[Recorded data]
^^^^

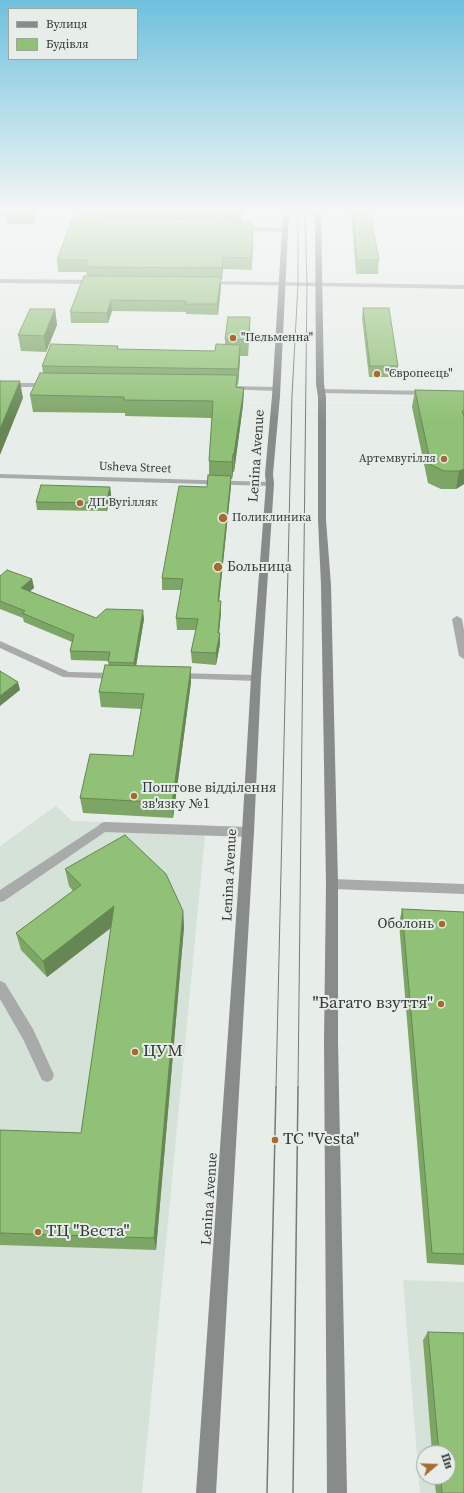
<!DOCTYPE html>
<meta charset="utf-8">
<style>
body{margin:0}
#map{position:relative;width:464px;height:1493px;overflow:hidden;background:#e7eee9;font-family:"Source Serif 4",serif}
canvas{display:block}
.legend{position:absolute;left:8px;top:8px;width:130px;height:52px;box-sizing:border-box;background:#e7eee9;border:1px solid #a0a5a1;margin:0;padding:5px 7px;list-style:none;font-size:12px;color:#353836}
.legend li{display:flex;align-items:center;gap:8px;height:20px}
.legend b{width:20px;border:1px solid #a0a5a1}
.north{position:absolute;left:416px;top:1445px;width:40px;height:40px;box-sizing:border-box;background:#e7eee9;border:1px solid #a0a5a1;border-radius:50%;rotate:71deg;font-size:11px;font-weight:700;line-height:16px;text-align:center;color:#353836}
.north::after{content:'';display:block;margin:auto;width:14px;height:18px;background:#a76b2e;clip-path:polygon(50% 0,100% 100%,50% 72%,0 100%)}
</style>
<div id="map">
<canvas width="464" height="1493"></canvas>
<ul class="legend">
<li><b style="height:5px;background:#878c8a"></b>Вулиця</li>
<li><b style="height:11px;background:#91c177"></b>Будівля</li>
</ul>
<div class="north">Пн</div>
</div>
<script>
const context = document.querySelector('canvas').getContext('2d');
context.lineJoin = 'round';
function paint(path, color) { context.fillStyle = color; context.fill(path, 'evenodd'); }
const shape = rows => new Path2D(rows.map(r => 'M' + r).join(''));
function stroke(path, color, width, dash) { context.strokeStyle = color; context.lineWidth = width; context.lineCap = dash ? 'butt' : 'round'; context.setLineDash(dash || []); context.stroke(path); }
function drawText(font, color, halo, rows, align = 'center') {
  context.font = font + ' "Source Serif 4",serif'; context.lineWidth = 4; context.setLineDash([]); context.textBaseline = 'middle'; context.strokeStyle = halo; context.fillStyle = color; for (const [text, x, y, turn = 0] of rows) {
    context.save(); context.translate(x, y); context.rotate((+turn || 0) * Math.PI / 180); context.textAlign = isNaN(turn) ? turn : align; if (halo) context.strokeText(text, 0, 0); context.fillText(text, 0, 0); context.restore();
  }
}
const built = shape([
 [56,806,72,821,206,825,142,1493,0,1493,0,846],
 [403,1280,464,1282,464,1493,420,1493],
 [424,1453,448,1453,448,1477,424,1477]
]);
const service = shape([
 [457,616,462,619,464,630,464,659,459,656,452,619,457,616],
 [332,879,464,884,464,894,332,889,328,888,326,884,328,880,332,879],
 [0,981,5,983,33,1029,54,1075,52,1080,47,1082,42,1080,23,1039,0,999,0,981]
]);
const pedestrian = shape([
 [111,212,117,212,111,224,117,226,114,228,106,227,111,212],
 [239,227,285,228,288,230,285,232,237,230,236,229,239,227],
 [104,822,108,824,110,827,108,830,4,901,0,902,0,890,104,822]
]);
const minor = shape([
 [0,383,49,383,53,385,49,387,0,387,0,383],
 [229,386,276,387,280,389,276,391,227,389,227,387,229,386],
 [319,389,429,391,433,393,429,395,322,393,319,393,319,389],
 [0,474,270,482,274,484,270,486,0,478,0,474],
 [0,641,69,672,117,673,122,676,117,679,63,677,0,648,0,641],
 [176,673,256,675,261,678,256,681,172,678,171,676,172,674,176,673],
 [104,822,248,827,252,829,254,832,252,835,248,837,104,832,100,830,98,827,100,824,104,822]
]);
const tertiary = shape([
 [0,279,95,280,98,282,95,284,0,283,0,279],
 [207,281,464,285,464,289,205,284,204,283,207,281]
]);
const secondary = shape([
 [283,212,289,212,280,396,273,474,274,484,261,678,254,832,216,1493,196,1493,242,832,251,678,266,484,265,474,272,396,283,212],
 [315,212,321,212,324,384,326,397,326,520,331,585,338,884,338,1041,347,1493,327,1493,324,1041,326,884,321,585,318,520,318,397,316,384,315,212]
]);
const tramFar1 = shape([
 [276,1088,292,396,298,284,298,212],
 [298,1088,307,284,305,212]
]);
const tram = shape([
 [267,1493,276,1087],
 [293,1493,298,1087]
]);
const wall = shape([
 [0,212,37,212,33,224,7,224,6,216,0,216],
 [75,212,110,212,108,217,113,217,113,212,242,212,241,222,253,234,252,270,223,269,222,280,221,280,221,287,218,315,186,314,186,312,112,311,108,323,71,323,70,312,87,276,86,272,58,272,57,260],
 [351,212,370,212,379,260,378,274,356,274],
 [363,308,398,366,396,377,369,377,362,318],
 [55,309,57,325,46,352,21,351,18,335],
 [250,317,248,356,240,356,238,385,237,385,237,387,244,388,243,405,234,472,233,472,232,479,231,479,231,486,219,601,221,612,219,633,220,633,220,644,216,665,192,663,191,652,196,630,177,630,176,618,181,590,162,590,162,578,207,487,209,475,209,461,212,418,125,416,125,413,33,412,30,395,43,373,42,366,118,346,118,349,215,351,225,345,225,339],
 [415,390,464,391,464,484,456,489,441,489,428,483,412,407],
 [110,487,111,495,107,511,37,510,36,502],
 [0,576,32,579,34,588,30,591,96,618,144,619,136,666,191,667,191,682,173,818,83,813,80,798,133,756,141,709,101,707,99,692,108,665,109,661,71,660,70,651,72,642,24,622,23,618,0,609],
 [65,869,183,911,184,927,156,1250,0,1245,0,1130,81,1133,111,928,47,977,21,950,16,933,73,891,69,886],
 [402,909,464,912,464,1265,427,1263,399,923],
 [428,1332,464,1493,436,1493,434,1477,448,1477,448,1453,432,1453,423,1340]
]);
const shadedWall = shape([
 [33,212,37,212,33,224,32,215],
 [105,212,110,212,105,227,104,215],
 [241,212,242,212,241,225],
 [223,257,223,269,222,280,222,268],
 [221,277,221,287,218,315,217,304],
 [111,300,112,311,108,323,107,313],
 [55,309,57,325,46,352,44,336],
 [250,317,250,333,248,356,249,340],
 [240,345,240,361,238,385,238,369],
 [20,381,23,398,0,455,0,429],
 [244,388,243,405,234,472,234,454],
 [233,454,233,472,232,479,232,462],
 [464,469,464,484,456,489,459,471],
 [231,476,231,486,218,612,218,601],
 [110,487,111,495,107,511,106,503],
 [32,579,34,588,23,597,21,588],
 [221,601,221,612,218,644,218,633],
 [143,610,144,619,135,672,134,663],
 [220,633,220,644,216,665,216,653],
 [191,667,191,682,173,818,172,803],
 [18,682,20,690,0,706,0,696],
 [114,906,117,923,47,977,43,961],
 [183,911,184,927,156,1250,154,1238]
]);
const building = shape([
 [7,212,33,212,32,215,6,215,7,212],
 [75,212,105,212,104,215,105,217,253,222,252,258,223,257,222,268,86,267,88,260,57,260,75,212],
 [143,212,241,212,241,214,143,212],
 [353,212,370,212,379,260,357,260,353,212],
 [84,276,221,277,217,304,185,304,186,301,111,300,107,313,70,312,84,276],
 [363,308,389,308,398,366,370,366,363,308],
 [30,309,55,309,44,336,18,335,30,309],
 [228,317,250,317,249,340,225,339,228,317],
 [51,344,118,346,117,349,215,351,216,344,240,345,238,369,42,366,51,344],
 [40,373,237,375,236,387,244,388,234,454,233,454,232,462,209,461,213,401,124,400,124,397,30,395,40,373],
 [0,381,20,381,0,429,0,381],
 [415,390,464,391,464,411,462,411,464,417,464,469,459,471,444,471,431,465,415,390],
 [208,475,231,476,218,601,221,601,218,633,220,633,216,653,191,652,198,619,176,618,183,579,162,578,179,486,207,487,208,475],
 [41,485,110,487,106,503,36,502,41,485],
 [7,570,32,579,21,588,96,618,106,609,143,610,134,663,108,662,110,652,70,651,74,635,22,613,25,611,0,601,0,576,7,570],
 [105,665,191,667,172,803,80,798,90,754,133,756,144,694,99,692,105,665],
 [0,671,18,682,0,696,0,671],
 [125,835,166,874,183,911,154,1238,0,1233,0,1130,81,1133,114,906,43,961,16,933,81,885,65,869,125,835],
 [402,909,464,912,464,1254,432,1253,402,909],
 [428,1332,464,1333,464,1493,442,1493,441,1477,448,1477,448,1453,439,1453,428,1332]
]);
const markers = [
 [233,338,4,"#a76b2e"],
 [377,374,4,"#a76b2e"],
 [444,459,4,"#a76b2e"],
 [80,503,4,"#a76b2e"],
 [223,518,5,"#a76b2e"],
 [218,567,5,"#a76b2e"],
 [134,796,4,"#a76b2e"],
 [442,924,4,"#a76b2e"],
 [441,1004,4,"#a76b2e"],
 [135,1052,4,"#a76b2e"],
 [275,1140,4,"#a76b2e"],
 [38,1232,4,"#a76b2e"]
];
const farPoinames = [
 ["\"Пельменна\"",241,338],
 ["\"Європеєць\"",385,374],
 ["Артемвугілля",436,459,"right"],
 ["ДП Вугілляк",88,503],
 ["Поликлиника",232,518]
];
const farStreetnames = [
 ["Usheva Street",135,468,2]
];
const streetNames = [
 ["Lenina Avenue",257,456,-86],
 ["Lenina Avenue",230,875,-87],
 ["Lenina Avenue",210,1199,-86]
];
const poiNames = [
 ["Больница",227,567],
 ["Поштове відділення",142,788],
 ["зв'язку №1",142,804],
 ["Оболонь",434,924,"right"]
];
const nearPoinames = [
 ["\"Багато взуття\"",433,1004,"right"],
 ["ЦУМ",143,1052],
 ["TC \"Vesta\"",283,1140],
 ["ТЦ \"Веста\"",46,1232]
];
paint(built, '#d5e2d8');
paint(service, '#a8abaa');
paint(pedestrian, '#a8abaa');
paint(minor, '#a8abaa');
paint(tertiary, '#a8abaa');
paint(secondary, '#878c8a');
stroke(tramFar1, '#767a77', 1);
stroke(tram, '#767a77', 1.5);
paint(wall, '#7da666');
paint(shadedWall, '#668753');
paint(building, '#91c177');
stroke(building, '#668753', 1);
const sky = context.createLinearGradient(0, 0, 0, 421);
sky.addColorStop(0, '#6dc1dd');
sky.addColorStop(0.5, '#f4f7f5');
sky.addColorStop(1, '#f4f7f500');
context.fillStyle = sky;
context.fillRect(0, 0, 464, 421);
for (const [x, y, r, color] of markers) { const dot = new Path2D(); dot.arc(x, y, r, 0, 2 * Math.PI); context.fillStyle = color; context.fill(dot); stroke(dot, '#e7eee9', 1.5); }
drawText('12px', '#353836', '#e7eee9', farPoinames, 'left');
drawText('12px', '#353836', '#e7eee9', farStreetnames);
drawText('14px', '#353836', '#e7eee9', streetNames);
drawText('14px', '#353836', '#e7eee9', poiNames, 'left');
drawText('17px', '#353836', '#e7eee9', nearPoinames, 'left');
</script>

^^^^

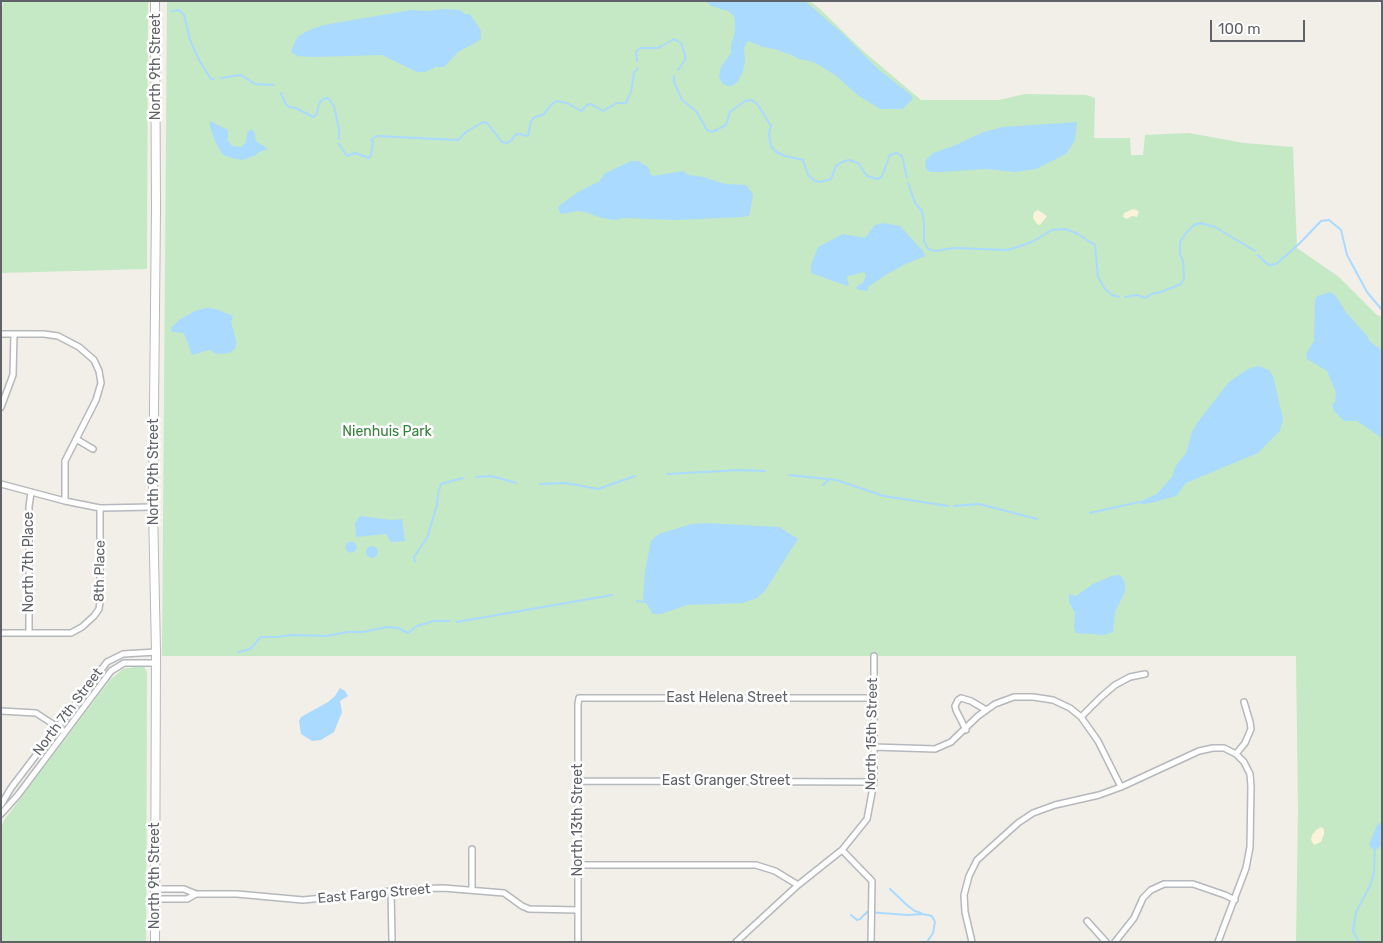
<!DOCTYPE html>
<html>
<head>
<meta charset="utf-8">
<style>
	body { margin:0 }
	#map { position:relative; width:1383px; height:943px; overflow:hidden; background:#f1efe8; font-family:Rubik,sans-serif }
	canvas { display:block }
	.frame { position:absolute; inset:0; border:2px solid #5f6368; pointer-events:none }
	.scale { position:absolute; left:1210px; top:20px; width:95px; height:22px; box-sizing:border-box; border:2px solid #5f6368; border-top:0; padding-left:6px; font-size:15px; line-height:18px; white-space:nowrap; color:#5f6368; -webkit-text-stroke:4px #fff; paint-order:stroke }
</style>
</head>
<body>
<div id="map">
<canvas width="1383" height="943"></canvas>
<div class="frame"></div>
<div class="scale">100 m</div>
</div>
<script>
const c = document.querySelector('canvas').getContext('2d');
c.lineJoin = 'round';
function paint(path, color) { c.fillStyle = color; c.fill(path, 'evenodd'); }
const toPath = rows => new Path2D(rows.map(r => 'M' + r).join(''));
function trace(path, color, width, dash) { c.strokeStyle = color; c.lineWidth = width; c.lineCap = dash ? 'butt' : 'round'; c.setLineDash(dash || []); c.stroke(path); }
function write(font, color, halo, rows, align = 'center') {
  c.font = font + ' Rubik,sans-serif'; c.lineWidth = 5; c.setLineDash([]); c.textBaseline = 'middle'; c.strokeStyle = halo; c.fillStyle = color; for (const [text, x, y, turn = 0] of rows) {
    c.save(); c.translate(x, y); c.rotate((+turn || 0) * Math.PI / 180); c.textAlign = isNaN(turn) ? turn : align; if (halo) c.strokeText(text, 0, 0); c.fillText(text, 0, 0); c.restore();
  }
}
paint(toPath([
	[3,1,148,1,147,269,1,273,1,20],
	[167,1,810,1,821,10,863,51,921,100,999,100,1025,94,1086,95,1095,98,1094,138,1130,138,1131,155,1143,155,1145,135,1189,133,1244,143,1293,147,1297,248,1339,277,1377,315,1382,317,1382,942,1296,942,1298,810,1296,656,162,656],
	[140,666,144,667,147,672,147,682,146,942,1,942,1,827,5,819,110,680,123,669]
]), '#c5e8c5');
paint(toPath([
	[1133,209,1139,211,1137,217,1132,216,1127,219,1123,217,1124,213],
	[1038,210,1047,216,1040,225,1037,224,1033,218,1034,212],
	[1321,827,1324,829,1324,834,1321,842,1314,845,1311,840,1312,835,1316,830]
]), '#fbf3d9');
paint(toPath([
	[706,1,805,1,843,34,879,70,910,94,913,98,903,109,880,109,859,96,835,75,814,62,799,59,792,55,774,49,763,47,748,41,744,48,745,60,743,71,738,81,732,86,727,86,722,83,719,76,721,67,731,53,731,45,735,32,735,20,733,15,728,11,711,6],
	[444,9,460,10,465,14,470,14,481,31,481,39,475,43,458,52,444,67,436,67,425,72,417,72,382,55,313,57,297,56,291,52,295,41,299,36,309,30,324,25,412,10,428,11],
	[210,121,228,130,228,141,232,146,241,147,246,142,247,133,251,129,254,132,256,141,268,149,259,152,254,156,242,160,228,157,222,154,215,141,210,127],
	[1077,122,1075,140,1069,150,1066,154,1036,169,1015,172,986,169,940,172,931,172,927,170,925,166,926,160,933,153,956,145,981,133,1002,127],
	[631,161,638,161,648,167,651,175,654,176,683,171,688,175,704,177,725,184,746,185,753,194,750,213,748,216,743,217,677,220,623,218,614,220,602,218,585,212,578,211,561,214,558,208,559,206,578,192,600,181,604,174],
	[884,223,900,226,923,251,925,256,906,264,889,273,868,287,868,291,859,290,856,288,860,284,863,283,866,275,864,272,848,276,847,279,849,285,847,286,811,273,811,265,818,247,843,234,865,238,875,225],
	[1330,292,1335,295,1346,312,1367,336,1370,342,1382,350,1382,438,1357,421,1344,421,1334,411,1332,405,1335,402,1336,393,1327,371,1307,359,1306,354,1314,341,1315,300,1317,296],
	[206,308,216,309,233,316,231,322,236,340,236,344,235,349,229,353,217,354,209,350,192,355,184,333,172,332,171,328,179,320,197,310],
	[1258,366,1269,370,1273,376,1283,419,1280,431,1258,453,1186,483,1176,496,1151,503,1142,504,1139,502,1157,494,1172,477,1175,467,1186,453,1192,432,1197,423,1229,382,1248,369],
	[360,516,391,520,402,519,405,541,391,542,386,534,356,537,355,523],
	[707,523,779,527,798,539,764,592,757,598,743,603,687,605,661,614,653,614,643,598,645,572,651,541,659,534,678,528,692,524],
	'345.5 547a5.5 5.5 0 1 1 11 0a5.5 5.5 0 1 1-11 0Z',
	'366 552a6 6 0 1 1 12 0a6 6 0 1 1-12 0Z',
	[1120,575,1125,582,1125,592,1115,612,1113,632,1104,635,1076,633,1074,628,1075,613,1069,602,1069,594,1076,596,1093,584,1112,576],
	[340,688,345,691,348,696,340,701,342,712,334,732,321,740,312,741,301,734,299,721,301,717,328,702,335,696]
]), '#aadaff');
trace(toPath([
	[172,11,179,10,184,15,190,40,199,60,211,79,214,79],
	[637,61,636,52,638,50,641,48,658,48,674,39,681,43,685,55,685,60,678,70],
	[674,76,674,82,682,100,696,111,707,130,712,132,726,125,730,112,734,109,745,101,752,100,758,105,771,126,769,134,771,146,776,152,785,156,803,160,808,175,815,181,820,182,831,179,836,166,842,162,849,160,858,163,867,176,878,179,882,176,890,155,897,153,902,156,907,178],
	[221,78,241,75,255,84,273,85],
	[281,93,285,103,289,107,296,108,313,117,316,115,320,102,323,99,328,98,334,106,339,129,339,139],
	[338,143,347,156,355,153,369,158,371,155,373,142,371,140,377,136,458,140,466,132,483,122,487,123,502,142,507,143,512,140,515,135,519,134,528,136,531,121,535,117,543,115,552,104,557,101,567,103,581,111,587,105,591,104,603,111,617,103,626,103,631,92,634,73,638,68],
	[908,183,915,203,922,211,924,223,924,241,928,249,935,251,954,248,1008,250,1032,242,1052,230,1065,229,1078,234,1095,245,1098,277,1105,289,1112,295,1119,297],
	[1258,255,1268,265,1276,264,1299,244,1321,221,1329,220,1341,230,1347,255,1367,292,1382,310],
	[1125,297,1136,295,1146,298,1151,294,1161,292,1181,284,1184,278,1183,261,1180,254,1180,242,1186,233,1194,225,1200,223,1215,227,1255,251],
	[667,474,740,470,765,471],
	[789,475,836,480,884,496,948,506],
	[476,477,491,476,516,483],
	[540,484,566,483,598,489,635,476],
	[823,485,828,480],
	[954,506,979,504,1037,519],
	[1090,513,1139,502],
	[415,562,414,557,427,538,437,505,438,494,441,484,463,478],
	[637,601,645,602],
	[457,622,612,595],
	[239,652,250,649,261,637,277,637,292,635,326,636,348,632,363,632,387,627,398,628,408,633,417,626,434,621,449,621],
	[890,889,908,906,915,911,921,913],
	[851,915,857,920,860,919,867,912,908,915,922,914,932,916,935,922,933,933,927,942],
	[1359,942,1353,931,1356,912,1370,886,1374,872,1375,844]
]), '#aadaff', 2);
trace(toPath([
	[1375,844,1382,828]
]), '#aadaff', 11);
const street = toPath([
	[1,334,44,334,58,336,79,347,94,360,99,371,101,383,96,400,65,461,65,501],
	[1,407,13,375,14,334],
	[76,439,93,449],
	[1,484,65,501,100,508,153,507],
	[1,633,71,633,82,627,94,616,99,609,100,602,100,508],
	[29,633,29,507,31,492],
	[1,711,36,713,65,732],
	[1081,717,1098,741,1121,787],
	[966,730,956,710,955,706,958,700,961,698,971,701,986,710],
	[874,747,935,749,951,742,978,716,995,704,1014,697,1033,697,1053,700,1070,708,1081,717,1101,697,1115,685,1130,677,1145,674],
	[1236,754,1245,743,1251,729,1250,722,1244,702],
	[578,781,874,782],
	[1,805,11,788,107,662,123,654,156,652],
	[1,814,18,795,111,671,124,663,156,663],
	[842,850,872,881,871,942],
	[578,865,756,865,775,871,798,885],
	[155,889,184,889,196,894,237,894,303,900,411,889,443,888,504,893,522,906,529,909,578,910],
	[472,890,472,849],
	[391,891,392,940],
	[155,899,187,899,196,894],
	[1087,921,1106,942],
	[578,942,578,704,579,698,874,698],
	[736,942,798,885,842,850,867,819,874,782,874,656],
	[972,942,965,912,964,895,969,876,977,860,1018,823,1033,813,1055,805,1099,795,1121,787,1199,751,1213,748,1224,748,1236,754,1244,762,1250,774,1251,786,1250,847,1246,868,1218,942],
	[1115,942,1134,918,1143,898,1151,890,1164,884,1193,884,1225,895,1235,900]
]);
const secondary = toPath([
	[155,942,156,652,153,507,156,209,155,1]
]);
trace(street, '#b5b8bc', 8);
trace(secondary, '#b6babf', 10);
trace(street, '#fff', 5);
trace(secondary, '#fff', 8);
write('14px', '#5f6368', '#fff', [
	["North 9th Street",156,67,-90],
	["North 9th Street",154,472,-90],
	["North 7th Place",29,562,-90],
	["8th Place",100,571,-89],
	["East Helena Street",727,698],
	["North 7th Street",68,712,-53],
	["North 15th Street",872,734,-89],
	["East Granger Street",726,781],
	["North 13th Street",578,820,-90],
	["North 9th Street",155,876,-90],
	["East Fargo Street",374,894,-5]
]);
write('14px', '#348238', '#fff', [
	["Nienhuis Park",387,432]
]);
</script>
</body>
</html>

^^^^

**How to complete this task:** The required output is every line above from the one with "c.lineJoin = 'round';" down to the one with "c.font = font", restated word for word, ends included.

**Result of this exercise:**
c.lineJoin = 'round';
function paint(path, color) { c.fillStyle = color; c.fill(path, 'evenodd'); }
const toPath = rows => new Path2D(rows.map(r => 'M' + r).join(''));
function trace(path, color, width, dash) { c.strokeStyle = color; c.lineWidth = width; c.lineCap = dash ? 'butt' : 'round'; c.setLineDash(dash || []); c.stroke(path); }
function write(font, color, halo, rows, align = 'center') {
  c.font = font + ' Rubik,sans-serif'; c.lineWidth = 5; c.setLineDash([]); c.textBaseline = 'middle'; c.strokeStyle = halo; c.fillStyle = color; for (const [text, x, y, turn = 0] of rows) {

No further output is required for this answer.